Collected data:
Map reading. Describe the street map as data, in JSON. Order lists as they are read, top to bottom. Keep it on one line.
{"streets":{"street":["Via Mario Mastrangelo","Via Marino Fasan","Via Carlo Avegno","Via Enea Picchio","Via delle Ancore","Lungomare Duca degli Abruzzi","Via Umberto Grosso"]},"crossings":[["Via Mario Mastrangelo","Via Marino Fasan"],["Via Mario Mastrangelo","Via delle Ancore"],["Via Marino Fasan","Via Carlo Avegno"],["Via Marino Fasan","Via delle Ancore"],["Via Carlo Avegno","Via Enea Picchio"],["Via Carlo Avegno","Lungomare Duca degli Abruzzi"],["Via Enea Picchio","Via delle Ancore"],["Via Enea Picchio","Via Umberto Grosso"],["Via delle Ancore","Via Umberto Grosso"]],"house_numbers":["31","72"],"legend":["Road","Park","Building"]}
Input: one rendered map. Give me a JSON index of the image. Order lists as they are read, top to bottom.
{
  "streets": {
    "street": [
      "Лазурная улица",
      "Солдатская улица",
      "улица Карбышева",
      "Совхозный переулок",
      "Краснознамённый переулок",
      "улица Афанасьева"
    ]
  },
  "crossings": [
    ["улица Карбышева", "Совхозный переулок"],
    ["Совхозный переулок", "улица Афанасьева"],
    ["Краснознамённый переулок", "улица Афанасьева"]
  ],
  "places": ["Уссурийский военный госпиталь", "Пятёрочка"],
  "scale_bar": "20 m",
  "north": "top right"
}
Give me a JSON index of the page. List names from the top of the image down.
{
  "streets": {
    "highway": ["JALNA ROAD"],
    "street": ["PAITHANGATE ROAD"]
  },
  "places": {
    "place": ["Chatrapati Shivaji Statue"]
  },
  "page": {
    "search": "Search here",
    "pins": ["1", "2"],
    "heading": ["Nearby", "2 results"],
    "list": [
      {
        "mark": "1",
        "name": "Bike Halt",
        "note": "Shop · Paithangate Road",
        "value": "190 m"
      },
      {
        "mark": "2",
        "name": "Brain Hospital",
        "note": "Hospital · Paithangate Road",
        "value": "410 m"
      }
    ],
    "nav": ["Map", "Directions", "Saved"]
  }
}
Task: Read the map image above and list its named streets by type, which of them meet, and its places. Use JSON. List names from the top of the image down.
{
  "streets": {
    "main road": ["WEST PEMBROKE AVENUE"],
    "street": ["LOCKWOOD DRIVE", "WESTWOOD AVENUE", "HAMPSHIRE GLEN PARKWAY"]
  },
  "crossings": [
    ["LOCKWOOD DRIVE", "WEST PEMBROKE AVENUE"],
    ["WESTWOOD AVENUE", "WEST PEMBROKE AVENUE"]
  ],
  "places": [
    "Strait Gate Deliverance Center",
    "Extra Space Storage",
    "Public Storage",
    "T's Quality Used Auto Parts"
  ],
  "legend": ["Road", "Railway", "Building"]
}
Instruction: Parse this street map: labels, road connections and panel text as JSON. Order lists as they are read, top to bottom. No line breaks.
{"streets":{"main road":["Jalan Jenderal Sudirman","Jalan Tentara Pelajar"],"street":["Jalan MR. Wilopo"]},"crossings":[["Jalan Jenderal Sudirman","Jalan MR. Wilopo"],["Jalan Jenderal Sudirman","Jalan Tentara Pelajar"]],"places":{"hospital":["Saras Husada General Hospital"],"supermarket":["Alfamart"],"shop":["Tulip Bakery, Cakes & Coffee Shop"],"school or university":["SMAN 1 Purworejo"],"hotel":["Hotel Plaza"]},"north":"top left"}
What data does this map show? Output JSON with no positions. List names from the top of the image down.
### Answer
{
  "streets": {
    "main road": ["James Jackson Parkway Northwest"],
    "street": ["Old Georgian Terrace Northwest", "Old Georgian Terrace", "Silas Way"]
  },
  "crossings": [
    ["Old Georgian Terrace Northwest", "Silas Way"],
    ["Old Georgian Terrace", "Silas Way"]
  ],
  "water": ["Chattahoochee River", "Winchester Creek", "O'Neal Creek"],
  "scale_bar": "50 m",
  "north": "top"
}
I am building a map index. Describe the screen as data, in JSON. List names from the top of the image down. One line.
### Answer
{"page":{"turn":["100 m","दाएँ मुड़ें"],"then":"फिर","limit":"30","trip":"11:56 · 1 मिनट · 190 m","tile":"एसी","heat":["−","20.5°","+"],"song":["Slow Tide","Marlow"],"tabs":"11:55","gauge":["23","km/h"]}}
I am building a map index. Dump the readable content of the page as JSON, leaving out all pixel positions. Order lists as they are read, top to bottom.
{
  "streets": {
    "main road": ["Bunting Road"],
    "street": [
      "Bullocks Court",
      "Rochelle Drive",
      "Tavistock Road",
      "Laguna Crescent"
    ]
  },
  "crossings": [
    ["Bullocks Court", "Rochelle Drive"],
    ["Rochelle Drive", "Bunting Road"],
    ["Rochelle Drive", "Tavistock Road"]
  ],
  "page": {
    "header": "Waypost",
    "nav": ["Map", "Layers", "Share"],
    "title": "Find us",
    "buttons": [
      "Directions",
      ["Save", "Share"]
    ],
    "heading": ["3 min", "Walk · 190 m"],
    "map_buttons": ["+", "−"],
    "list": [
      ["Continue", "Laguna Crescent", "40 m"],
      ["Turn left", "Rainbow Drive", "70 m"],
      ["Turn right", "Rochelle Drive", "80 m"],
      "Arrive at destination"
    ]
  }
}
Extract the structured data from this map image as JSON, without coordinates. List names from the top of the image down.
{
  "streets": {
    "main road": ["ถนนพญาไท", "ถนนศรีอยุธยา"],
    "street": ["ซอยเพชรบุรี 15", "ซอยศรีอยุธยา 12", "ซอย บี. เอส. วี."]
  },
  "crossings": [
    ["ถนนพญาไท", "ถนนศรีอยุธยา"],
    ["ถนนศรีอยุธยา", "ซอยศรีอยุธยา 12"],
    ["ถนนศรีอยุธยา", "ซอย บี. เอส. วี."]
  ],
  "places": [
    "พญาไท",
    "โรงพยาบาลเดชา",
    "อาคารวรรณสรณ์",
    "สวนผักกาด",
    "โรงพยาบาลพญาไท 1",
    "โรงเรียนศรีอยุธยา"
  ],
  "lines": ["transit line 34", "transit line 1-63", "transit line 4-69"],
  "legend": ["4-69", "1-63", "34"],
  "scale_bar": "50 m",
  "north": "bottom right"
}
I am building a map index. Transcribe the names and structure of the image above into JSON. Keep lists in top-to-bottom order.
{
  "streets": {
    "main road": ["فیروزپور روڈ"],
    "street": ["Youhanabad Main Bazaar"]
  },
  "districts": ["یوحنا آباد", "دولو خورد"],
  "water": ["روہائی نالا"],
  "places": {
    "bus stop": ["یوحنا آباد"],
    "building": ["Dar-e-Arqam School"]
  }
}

* _Work request_
Exactly as they appear, restate all of the entries.

* _Worked solution_
Map reading. Describe the street map as data, in JSON. Order lists as they are read, top to bottom. Keep it on one line.
{"streets":{"street":["Via Mario Mastrangelo","Via Marino Fasan","Via Carlo Avegno","Via Enea Picchio","Via delle Ancore","Lungomare Duca degli Abruzzi","Via Umberto Grosso"]},"crossings":[["Via Mario Mastrangelo","Via Marino Fasan"],["Via Mario Mastrangelo","Via delle Ancore"],["Via Marino Fasan","Via Carlo Avegno"],["Via Marino Fasan","Via delle Ancore"],["Via Carlo Avegno","Via Enea Picchio"],["Via Carlo Avegno","Lungomare Duca degli Abruzzi"],["Via Enea Picchio","Via delle Ancore"],["Via Enea Picchio","Via Umberto Grosso"],["Via delle Ancore","Via Umberto Grosso"]],"house_numbers":["31","72"],"legend":["Road","Park","Building"]}
Input: one rendered map. Give me a JSON index of the image. Order lists as they are read, top to bottom.
{
  "streets": {
    "street": [
      "Лазурная улица",
      "Солдатская улица",
      "улица Карбышева",
      "Совхозный переулок",
      "Краснознамённый переулок",
      "улица Афанасьева"
    ]
  },
  "crossings": [
    ["улица Карбышева", "Совхозный переулок"],
    ["Совхозный переулок", "улица Афанасьева"],
    ["Краснознамённый переулок", "улица Афанасьева"]
  ],
  "places": ["Уссурийский военный госпиталь", "Пятёрочка"],
  "scale_bar": "20 m",
  "north": "top right"
}
Give me a JSON index of the page. List names from the top of the image down.
{
  "streets": {
    "highway": ["JALNA ROAD"],
    "street": ["PAITHANGATE ROAD"]
  },
  "places": {
    "place": ["Chatrapati Shivaji Statue"]
  },
  "page": {
    "search": "Search here",
    "pins": ["1", "2"],
    "heading": ["Nearby", "2 results"],
    "list": [
      {
        "mark": "1",
        "name": "Bike Halt",
        "note": "Shop · Paithangate Road",
        "value": "190 m"
      },
      {
        "mark": "2",
        "name": "Brain Hospital",
        "note": "Hospital · Paithangate Road",
        "value": "410 m"
      }
    ],
    "nav": ["Map", "Directions", "Saved"]
  }
}
Task: Read the map image above and list its named streets by type, which of them meet, and its places. Use JSON. List names from the top of the image down.
{
  "streets": {
    "main road": ["WEST PEMBROKE AVENUE"],
    "street": ["LOCKWOOD DRIVE", "WESTWOOD AVENUE", "HAMPSHIRE GLEN PARKWAY"]
  },
  "crossings": [
    ["LOCKWOOD DRIVE", "WEST PEMBROKE AVENUE"],
    ["WESTWOOD AVENUE", "WEST PEMBROKE AVENUE"]
  ],
  "places": [
    "Strait Gate Deliverance Center",
    "Extra Space Storage",
    "Public Storage",
    "T's Quality Used Auto Parts"
  ],
  "legend": ["Road", "Railway", "Building"]
}
Instruction: Parse this street map: labels, road connections and panel text as JSON. Order lists as they are read, top to bottom. No line breaks.
{"streets":{"main road":["Jalan Jenderal Sudirman","Jalan Tentara Pelajar"],"street":["Jalan MR. Wilopo"]},"crossings":[["Jalan Jenderal Sudirman","Jalan MR. Wilopo"],["Jalan Jenderal Sudirman","Jalan Tentara Pelajar"]],"places":{"hospital":["Saras Husada General Hospital"],"supermarket":["Alfamart"],"shop":["Tulip Bakery, Cakes & Coffee Shop"],"school or university":["SMAN 1 Purworejo"],"hotel":["Hotel Plaza"]},"north":"top left"}
What data does this map show? Output JSON with no positions. List names from the top of the image down.
### Answer
{
  "streets": {
    "main road": ["James Jackson Parkway Northwest"],
    "street": ["Old Georgian Terrace Northwest", "Old Georgian Terrace", "Silas Way"]
  },
  "crossings": [
    ["Old Georgian Terrace Northwest", "Silas Way"],
    ["Old Georgian Terrace", "Silas Way"]
  ],
  "water": ["Chattahoochee River", "Winchester Creek", "O'Neal Creek"],
  "scale_bar": "50 m",
  "north": "top"
}
I am building a map index. Describe the screen as data, in JSON. List names from the top of the image down. One line.
### Answer
{"page":{"turn":["100 m","दाएँ मुड़ें"],"then":"फिर","limit":"30","trip":"11:56 · 1 मिनट · 190 m","tile":"एसी","heat":["−","20.5°","+"],"song":["Slow Tide","Marlow"],"tabs":"11:55","gauge":["23","km/h"]}}
I am building a map index. Dump the readable content of the page as JSON, leaving out all pixel positions. Order lists as they are read, top to bottom.
{
  "streets": {
    "main road": ["Bunting Road"],
    "street": [
      "Bullocks Court",
      "Rochelle Drive",
      "Tavistock Road",
      "Laguna Crescent"
    ]
  },
  "crossings": [
    ["Bullocks Court", "Rochelle Drive"],
    ["Rochelle Drive", "Bunting Road"],
    ["Rochelle Drive", "Tavistock Road"]
  ],
  "page": {
    "header": "Waypost",
    "nav": ["Map", "Layers", "Share"],
    "title": "Find us",
    "buttons": [
      "Directions",
      ["Save", "Share"]
    ],
    "heading": ["3 min", "Walk · 190 m"],
    "map_buttons": ["+", "−"],
    "list": [
      ["Continue", "Laguna Crescent", "40 m"],
      ["Turn left", "Rainbow Drive", "70 m"],
      ["Turn right", "Rochelle Drive", "80 m"],
      "Arrive at destination"
    ]
  }
}
Extract the structured data from this map image as JSON, without coordinates. List names from the top of the image down.
{
  "streets": {
    "main road": ["ถนนพญาไท", "ถนนศรีอยุธยา"],
    "street": ["ซอยเพชรบุรี 15", "ซอยศรีอยุธยา 12", "ซอย บี. เอส. วี."]
  },
  "crossings": [
    ["ถนนพญาไท", "ถนนศรีอยุธยา"],
    ["ถนนศรีอยุธยา", "ซอยศรีอยุธยา 12"],
    ["ถนนศรีอยุธยา", "ซอย บี. เอส. วี."]
  ],
  "places": [
    "พญาไท",
    "โรงพยาบาลเดชา",
    "อาคารวรรณสรณ์",
    "สวนผักกาด",
    "โรงพยาบาลพญาไท 1",
    "โรงเรียนศรีอยุธยา"
  ],
  "lines": ["transit line 34", "transit line 1-63", "transit line 4-69"],
  "legend": ["4-69", "1-63", "34"],
  "scale_bar": "50 m",
  "north": "bottom right"
}
I am building a map index. Transcribe the names and structure of the image above into JSON. Keep lists in top-to-bottom order.
{
  "streets": {
    "main road": ["فیروزپور روڈ"],
    "street": ["Youhanabad Main Bazaar"]
  },
  "districts": ["یوحنا آباد", "دولو خورد"],
  "water": ["روہائی نالا"],
  "places": {
    "bus stop": ["یوحنا آباد"],
    "building": ["Dar-e-Arqam School"]
  }
}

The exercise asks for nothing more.